The MEDNet model factory recognizes these keys (some require optional MEDNet modules):

| type (meta) | Architecture | Description |
|---|---|---|
| `uwavevitnet` (default) | UNetWaveViT3D | UNet3D with 3D Wavelet‑ViT bottleneck (deterministic) |
| `uiirwavevitnet` | UIIRDFIIWaveViTNet3D | UNet3D with IIR DF‑II convs + Wavelet‑ViT |
| `uiir` | UIIRDFIINet3D | UNet3D using IIR3D layers |
| `U` | UNet3D | Standard 3D U‑Net |
| `uvit` | UNet3DViT | U‑Net with Vision Transformer bottleneck |
| `uattn` | UNet3Dattention | U‑Net with attention gates |
| `udwtattn` | UNet3Ddwtattn | U‑Net with DWT self‑attention |
| `ufdstvitnet` | UFDSTViTNet3D | UNet with FDST‑native ViT (deterministic) |
| `cvunet` | CVAEUNet3D | U‑Net with CVAE bottleneck |
| `cvuwavevitnet` | CVUWaveViTNet3D | U‑Net with WaveViT CVAE bottleneck |
| `cvufdstvitnet` | CVUFDSTViTNet3D | U‑Net with FDSTViT CVAE bottleneck |
| `shearmednet` | FDSTUNet3D | UNet3D with shearlet features |
| `shearmedfdstvitnet` | ShearMEDFDSTViTNet3D | ShearMED U‑Net with FDST‑ViT (no VAE) |
| `cvshearmednet` | CVShearMEDNet3D | ShearMED U‑Net with CVAE |
| `cvshearmedwavevitnet` | CVShearMEDWaveViTNet3D | ShearMED U‑Net with WaveViT VAE |
| `G` | G3D | G3D baseline |
| `gvit` | G3DViT | G3D with ViT bottleneck |
| `gattn` | G3Dattention | G3D with attention gates |
| `glifting` | G3DLifting | G3D with lifting + DWT attention |
| `gminimal` | G3D_minimal | Minimal DWT3D/IDWT3D baseline |
| `giirwavevit` | G3DIIRWaveViT | G3D with wavelet‑native ViT + IIR |

Defaults
- Skull‑strip: `n_classes: 2`. Segmentation: `n_classes: 4`. Loss: `"focal"` (class weights applied automatically).

</br></br>

## How It Works (short)

- NIfTI is loaded in RAS orientation and intensity‑normalized (clip + z‑score).
- For non‑256³ inputs, sliding‑window tiling with overlap is used.
- CUDA is disabled by default for deterministic CPU execution.

</br></br>

## FAQ

- “Where do I put my weights?”
  In any folder; reference them in the meta. If you keep the working‑dir pattern above, use `saved.ckpt/<file>.keras`.
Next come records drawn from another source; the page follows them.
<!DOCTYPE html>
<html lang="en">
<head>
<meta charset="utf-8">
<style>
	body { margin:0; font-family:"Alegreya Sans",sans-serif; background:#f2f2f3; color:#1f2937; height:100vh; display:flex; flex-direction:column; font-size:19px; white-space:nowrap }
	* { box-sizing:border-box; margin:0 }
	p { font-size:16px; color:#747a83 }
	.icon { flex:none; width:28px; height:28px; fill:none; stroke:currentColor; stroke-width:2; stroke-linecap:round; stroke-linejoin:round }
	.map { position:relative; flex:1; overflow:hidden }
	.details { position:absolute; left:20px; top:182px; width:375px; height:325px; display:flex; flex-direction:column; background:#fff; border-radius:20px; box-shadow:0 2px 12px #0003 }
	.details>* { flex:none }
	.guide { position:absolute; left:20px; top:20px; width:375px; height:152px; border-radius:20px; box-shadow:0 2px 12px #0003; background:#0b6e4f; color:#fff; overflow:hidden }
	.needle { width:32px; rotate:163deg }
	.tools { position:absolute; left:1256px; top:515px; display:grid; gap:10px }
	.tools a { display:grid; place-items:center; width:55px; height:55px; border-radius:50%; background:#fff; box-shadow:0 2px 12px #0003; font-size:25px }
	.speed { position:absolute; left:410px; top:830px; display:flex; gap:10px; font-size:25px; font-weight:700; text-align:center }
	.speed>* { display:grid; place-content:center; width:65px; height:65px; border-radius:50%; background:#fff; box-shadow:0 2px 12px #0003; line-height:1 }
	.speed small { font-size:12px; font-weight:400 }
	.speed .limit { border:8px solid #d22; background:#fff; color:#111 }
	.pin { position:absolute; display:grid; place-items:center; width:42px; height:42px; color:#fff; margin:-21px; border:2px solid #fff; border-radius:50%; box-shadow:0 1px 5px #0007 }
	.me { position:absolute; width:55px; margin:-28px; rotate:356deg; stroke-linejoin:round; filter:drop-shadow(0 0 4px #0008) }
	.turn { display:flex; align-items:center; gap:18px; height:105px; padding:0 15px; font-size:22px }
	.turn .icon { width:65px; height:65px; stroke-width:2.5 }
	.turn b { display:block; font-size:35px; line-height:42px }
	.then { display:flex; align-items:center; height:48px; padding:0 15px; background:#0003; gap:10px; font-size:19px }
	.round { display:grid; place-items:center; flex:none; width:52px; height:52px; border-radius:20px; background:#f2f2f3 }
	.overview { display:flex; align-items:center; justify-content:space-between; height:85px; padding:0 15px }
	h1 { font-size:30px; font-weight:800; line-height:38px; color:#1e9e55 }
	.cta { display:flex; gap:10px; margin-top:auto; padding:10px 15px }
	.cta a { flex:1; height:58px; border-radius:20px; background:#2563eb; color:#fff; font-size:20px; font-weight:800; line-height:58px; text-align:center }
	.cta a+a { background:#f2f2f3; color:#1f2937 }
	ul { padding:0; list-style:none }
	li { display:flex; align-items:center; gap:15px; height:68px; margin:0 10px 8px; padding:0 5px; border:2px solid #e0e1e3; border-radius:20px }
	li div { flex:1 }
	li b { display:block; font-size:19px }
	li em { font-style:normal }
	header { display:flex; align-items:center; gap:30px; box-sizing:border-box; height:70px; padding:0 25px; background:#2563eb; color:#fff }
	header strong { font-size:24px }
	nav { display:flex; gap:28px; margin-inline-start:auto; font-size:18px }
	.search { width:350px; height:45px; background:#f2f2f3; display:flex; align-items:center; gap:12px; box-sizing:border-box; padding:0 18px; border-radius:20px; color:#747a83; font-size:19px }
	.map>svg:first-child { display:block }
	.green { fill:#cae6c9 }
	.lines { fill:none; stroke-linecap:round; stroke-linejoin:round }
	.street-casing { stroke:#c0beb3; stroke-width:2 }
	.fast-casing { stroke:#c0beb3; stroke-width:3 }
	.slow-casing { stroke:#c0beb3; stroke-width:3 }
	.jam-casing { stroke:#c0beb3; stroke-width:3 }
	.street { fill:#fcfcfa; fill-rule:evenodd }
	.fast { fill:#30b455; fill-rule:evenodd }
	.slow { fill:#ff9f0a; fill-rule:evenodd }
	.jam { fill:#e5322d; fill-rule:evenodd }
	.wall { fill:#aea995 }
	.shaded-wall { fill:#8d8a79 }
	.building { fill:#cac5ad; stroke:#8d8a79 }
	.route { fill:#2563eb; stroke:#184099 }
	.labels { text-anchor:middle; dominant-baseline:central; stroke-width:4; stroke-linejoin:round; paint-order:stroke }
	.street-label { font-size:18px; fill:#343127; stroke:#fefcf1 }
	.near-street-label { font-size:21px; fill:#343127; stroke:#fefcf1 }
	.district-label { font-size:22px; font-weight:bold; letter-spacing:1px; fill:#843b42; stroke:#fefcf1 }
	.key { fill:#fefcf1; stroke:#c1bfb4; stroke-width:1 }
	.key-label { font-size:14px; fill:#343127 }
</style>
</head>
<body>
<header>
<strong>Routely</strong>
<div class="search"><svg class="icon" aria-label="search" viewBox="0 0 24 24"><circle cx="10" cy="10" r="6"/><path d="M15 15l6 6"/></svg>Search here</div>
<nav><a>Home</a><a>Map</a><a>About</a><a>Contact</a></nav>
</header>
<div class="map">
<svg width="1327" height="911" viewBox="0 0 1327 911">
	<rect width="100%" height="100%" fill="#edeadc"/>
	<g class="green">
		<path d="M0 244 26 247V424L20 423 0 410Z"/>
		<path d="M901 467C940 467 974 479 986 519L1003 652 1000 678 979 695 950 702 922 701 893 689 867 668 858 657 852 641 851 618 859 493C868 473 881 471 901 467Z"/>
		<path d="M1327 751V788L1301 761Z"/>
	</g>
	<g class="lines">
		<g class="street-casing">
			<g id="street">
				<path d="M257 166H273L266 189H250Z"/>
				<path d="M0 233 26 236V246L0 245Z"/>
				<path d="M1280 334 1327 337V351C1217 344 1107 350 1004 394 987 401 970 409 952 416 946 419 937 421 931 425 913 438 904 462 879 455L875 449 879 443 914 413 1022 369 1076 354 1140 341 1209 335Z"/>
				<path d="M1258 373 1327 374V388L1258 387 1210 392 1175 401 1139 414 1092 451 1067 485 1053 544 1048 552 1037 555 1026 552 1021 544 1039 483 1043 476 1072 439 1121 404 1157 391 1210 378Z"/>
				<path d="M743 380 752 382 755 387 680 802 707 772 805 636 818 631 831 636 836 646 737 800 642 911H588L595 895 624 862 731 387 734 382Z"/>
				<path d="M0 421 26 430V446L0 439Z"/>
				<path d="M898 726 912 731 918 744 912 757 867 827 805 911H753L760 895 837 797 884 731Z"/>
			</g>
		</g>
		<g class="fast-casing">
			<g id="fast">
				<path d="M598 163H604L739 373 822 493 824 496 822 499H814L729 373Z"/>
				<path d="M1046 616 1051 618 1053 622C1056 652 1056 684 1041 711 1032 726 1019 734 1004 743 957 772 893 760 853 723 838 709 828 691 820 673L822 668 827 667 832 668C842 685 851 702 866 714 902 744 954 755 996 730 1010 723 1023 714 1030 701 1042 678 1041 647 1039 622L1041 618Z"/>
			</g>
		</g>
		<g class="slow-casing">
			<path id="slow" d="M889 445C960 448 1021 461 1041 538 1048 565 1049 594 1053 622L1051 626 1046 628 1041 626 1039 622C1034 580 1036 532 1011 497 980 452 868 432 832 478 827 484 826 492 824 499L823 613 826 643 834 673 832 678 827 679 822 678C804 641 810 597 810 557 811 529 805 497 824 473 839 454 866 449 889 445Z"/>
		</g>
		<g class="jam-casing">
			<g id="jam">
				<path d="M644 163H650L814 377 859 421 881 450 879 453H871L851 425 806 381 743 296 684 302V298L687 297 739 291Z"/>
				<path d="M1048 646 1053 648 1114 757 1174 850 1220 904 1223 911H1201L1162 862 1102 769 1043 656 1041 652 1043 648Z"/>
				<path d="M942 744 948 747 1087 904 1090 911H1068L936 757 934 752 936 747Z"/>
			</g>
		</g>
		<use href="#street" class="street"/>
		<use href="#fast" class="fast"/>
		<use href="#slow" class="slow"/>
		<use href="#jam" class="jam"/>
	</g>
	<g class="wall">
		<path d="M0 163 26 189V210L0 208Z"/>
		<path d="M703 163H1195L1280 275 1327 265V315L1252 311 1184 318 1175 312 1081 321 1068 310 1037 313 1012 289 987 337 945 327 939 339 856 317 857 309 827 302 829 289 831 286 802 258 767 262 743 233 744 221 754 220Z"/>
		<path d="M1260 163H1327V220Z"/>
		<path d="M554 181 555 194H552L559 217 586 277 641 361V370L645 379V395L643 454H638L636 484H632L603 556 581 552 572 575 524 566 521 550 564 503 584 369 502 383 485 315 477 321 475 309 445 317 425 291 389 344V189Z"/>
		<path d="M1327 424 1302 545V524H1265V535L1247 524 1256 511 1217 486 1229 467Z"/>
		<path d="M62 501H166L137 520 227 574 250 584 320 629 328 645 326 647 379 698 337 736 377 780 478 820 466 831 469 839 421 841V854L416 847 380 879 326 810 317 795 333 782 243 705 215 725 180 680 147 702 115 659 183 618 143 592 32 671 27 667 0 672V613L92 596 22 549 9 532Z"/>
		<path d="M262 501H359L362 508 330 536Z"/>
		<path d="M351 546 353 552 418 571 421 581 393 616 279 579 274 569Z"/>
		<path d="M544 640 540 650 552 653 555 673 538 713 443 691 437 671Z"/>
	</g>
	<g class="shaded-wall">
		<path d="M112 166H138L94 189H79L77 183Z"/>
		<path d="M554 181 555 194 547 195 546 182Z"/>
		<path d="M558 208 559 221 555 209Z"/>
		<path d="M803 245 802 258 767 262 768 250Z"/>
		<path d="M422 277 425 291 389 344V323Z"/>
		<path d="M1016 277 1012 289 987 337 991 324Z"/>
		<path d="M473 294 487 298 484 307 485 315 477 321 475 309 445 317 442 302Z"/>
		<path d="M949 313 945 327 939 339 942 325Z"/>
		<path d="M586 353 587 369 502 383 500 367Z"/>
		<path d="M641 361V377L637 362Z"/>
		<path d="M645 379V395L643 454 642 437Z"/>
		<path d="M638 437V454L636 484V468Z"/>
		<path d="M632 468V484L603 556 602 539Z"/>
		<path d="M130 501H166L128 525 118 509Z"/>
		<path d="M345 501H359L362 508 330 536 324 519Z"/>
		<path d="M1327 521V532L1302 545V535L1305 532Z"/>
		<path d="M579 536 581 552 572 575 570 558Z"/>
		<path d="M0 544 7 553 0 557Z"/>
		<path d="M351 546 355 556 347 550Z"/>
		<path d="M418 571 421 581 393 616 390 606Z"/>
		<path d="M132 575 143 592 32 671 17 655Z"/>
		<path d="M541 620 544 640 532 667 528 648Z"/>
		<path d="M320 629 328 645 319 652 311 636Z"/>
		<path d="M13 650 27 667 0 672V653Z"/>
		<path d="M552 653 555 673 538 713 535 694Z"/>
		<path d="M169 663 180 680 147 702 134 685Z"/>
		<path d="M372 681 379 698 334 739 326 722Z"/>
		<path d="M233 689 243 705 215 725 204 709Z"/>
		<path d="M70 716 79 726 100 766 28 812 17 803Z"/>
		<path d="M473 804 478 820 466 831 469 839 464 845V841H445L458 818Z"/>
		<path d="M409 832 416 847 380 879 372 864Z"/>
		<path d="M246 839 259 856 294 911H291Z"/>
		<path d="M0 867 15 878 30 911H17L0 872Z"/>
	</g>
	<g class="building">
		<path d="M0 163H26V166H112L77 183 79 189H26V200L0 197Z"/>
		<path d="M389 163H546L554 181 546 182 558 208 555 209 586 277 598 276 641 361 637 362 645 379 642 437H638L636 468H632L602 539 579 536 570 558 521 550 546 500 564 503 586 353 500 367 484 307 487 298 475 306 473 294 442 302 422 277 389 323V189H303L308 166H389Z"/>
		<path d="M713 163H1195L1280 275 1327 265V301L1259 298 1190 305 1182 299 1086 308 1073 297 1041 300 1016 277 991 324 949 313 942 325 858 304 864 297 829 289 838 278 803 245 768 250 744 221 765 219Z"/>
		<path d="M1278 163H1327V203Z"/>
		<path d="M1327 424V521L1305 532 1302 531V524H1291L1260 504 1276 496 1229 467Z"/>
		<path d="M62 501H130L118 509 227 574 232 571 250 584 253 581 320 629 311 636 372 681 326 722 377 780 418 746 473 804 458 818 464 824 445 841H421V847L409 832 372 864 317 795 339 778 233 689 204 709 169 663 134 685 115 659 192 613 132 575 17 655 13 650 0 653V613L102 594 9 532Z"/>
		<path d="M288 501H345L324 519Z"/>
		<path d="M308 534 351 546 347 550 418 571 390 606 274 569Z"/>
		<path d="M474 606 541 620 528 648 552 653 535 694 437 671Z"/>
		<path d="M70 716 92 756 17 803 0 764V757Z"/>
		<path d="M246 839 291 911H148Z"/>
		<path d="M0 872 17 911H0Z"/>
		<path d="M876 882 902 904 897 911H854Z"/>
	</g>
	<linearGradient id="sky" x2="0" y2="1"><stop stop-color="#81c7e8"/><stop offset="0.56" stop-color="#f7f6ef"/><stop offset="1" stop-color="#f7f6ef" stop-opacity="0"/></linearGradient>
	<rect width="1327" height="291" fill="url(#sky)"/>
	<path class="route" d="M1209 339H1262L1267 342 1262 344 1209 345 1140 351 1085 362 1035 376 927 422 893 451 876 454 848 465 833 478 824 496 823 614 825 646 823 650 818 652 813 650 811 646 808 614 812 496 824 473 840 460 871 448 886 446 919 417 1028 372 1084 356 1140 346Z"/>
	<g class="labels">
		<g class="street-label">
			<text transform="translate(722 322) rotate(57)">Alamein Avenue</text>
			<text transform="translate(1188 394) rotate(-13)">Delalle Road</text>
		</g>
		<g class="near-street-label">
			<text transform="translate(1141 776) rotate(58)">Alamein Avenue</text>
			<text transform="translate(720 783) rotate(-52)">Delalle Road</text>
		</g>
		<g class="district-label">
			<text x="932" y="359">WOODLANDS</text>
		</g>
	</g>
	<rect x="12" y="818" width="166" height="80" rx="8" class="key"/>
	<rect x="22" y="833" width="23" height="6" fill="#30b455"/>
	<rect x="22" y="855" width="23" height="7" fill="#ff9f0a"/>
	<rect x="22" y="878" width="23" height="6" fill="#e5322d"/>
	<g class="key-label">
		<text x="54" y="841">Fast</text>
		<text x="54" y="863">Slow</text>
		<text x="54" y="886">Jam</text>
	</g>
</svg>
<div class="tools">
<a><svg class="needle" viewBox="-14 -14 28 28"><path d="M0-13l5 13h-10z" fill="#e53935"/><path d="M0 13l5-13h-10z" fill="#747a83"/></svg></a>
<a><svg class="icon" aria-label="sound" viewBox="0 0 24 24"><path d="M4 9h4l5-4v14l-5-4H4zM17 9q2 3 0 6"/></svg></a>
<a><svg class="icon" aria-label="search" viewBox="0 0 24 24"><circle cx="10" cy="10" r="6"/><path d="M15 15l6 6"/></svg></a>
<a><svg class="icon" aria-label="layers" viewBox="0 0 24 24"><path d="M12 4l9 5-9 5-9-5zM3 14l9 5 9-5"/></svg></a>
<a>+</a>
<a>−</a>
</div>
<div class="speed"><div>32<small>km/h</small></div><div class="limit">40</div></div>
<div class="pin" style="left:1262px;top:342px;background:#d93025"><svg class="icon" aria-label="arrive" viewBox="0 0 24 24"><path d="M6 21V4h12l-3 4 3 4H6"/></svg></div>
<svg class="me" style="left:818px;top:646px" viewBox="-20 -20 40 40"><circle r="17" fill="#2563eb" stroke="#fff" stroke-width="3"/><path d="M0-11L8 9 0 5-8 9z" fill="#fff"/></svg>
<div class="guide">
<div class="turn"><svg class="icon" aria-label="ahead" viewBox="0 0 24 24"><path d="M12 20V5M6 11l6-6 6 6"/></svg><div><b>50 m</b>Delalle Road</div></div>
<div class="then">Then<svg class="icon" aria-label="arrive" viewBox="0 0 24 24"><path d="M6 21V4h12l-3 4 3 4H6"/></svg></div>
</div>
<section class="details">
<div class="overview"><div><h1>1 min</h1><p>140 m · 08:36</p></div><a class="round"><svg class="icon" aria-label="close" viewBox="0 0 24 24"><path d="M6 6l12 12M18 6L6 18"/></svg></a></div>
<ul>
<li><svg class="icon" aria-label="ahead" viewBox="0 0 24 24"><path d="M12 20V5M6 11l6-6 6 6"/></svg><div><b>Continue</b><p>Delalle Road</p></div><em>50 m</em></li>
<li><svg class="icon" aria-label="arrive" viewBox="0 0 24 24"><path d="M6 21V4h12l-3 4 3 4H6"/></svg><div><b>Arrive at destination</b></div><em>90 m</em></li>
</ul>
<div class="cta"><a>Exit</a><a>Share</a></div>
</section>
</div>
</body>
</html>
- “Can I point `input` to a directory?”
  Yes. The CLI picks the first `.nii/.nii.gz` (prefers raw `_ana` when skull‑strip is enabled).

- “Do I need ground truth?”
  No. If provided, PNG comparisons will be generated.


## Dependencies

```python
tensorflow
TFDWT
nibabel
simpleitk
scipy
matplotlib
#scikit-image
```

## License

GPL‑3.0‑or‑later. See `LICENSE`.

If you use MRILong in academic work, please cite this repository and the underlying MEDNet architectures.